Resolve to Write 2024 #319

It’s not that I have nothing to write about (which I don’t) but it’s that I really just don’t want to. Like, no part of me has any desire to write a word. So I won’t. For now. I wanna go crawl in a hole and eat ice cream and not talk to anybody.

Finally working on this a week and a half later:

Today was a taxing, aggravating day at work. Thankfully these are few and far between, but when they do come around, it’s almost like the aggravation is amplified because it’s so out of character.
Addison wanted me to gather up all the folders needing signatures. We’ve got a QAR in January and he’s crossing his t’s and dotting his i’s. {I felt like those should be capitalized to look right, but when I did, it wasn’t illustrated as clearly, so that’s why they’re in lowercase, although I’m unhappy with the appearance and I don’t know which is correct and I’m not going to bother googling because this is my blog and I can do as I wish).
Anyway, I stopped pulling folders when I got to 20, thoroughly disgusted and baffled.
The rain wasn’t helping a thing, either.
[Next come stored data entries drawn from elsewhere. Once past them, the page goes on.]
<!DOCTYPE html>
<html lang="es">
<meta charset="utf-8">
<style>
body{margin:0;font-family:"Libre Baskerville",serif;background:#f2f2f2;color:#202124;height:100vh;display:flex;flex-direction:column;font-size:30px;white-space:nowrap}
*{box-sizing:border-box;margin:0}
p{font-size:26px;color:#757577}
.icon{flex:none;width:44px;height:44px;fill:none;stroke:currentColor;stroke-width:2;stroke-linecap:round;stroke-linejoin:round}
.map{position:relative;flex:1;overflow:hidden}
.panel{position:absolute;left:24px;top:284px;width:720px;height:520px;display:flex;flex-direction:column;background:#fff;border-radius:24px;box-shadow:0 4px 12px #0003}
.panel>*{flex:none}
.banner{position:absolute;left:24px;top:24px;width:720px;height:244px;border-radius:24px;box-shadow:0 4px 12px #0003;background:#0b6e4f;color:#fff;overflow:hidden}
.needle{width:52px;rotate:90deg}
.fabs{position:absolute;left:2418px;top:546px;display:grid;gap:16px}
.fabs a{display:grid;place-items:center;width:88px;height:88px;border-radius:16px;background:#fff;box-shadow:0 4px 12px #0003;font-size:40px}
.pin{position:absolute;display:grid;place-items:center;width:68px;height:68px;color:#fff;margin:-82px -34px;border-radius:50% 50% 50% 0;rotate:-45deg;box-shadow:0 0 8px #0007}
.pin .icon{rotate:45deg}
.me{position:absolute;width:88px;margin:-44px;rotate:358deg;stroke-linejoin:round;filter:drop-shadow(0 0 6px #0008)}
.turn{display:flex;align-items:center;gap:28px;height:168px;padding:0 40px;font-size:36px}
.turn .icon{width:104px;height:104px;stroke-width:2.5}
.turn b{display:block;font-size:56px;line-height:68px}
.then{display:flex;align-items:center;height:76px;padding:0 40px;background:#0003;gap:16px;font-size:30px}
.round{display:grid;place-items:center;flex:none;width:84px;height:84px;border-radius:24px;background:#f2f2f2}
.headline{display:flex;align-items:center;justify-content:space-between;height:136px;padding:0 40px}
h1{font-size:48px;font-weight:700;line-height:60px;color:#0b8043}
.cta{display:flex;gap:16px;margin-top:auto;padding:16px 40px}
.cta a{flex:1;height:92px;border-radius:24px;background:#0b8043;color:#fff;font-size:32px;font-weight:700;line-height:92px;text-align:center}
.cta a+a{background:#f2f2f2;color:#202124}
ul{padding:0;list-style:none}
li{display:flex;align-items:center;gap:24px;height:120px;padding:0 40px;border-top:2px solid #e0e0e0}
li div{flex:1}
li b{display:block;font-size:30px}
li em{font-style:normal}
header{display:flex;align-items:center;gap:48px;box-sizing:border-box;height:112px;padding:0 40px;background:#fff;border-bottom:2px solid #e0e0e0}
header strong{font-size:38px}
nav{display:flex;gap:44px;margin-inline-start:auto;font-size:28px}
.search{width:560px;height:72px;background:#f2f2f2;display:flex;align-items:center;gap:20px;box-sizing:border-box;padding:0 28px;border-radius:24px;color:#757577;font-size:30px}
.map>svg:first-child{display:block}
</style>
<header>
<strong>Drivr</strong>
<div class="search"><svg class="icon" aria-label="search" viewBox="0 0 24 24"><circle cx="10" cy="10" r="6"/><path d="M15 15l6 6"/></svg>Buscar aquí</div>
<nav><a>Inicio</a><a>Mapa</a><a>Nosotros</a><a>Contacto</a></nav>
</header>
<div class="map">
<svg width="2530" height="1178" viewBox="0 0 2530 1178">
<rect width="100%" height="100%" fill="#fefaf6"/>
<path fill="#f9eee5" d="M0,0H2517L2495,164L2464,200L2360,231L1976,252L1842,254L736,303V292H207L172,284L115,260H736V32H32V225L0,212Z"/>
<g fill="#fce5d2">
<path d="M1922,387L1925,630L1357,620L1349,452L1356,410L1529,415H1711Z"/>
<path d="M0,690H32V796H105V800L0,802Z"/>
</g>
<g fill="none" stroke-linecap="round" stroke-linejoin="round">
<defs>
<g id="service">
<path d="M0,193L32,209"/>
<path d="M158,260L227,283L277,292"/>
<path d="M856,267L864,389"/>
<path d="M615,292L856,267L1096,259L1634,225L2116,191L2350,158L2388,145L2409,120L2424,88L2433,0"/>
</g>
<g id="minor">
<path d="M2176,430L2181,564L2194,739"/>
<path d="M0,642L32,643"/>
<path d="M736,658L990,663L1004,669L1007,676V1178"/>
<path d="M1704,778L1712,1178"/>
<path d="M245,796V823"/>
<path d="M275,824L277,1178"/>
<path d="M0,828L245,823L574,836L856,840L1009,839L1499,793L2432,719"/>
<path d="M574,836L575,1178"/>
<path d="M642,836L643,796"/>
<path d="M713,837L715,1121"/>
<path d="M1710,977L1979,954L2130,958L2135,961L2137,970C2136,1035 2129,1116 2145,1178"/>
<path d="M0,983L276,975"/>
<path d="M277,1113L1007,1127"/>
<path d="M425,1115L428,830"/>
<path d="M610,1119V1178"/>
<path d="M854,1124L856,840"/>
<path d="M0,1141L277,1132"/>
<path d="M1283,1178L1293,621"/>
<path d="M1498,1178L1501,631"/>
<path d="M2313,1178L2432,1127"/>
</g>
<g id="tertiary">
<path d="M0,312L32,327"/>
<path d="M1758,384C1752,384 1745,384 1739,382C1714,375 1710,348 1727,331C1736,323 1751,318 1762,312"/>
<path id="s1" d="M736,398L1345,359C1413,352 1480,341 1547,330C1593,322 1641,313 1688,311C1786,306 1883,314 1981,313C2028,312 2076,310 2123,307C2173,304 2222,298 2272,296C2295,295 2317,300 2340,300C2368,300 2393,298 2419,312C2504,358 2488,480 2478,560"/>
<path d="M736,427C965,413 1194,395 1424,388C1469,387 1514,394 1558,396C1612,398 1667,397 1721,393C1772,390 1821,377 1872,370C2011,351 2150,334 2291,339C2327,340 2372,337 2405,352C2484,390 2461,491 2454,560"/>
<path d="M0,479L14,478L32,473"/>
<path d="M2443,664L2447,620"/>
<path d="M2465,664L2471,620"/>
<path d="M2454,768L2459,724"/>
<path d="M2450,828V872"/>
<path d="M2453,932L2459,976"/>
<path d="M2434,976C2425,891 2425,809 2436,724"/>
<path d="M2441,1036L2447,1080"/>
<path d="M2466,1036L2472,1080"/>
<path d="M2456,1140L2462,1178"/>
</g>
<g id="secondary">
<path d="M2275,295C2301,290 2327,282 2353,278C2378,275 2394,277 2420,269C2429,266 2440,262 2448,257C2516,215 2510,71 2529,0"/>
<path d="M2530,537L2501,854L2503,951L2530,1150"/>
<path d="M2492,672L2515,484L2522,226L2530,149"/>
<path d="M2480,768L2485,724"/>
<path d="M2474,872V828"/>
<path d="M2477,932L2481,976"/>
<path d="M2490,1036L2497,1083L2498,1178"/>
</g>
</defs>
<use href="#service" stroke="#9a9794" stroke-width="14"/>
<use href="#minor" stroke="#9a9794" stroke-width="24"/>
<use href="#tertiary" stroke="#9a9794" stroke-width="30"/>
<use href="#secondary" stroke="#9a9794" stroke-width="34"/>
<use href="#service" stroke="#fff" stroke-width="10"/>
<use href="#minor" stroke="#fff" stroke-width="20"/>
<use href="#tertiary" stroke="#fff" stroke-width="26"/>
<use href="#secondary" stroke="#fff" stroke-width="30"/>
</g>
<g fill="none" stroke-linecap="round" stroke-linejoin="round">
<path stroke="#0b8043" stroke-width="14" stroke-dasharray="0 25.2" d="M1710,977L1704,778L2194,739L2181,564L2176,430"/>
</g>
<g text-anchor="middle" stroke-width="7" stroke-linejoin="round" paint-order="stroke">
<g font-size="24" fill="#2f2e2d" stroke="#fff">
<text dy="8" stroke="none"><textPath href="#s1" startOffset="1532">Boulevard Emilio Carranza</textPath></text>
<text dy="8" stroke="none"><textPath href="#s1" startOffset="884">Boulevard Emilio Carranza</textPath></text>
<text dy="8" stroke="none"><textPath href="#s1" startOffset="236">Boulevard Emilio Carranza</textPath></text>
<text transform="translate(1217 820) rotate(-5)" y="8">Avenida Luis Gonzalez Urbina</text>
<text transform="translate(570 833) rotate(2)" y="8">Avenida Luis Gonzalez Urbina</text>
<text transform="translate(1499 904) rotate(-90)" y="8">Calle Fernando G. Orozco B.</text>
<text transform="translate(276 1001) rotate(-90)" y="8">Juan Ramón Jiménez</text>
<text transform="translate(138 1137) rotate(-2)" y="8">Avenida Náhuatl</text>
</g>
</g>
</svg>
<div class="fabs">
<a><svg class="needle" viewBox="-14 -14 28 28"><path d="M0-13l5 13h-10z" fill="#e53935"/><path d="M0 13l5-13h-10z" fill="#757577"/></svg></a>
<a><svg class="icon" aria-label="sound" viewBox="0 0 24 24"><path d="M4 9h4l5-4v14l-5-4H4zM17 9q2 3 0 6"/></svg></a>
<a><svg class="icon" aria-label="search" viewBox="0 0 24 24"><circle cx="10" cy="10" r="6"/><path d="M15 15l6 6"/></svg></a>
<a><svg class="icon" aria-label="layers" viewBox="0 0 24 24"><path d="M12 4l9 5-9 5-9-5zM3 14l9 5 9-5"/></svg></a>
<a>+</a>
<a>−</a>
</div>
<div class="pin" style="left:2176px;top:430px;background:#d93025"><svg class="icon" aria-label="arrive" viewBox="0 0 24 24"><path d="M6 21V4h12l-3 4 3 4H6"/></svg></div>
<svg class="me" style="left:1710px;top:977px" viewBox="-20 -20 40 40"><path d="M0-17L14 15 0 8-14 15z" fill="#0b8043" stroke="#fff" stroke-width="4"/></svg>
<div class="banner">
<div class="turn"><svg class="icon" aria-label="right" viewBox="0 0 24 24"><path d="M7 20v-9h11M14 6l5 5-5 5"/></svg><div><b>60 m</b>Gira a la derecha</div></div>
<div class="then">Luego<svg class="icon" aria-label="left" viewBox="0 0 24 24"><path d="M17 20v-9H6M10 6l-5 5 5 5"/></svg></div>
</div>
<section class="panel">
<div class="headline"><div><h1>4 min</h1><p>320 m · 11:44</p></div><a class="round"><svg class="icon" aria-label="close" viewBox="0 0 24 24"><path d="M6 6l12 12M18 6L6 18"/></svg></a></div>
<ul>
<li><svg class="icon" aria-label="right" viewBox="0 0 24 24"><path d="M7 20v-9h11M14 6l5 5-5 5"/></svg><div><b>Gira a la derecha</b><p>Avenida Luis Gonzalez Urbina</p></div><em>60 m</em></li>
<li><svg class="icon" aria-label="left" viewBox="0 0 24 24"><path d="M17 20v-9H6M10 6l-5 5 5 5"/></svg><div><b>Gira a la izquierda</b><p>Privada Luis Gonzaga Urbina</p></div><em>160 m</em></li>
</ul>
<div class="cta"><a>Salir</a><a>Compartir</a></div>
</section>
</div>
Although I should be grateful my job is inside with my own personal heater (thank you, Charlie!) and not out directing school traffic like that poor officer this morning.

Another thing that had me aggravated was JA.
Last weekend, he asked me to pick him up from the airport Sunday. I told him I could, assuming it was a day or afternoon flight. When I asked him last night what time it was, so I could plan accordingly for leaving from Bowling Green to pick him up on my way in, he was evasive. When he called this morning and was beating around the bush, and I attempted to pin him down, he allowed that he thought it was coming in at ten. Ten in the morning was too early for me to make work, since BG is 3.5 hours away, plus an hour behind us. He’s like, “No, ten at night” and I about lost it. I was like “JA!!!! You didn’t tell me that!!! It’d be midnight before I got home!” Because the airport is about 45 minutes away from my house, and he lives in New Market, which is 45 minutes the other direction from my house, and closer to an hour from the airport. Holy crap. So I got out of that by agreeing to go see Kevin. I love JA but he is constantly depending on me for stuff and I can’t even get him to the house unless he wants Thanksgiving or me to go do something with him in Knoxville. He told me three months ago he’d come haul off this big screen TV for me and fix my fridge door and of course he’s not breathed a word about that. He offered to do some grade work to fix my foundation issues a year and a half ago, and I’ve asked him twice more about that. But nooooo I always have to run to him. And I do, so that enforces his bad behavior. But I’ve cut way back on my running and doing this year. I understood he was in a bad place last year and truly did need me, now he’s just being selfish and wanting coddled and I ain’t doing it. Emily’s thought was: “You’d think he’d realize that anyone whose phone has a 10pm bedtime wouldn’t be available for a 10pm airport pick up.” I appreciate that I’m his preferred chauffeur, but dang, have a little consideration.

Emily asked if I realized Tennessee was playing Georgia this weekend. She is so thoughtful and remembered that Georgia is Kevin’s preferred team. “You know TN plays GA this Saturday so y’all will be mortal enemies for a good 4 hours.” Haahahaa. She also knows how we bicker, fuss, and pick, so no news there.

It’s nice when someone recognizes a void. And even though it’s technically none of their business, a good friend will say so but still ask if everything is ok. There are ways to do that without it coming across as nosy…even if it is. I am just glad people take notice. I remember when I was going through my divorce, I was truly shocked that my lack of social media engagement went unnoticed. And that I wasn’t sharing photos of me and my husband. You’d think when your world gets rocked that catastrophically, people’s antennae would pick up on it. Oh well. We’ve all got our problems. And nobody wants brought into the middle of it. I get it.

JA is officially on the road to Arizona. Traffic was horrendous in Knoxville, surprise, surprise. I can’t imagine riding all that way with an eighteen year old, two horses, and two dogs. Gonna be a LONG three days.

Anyway. I was glad to see the end of this day. And I was super glad I had a big, happy dog to squeeze till my heart’s content.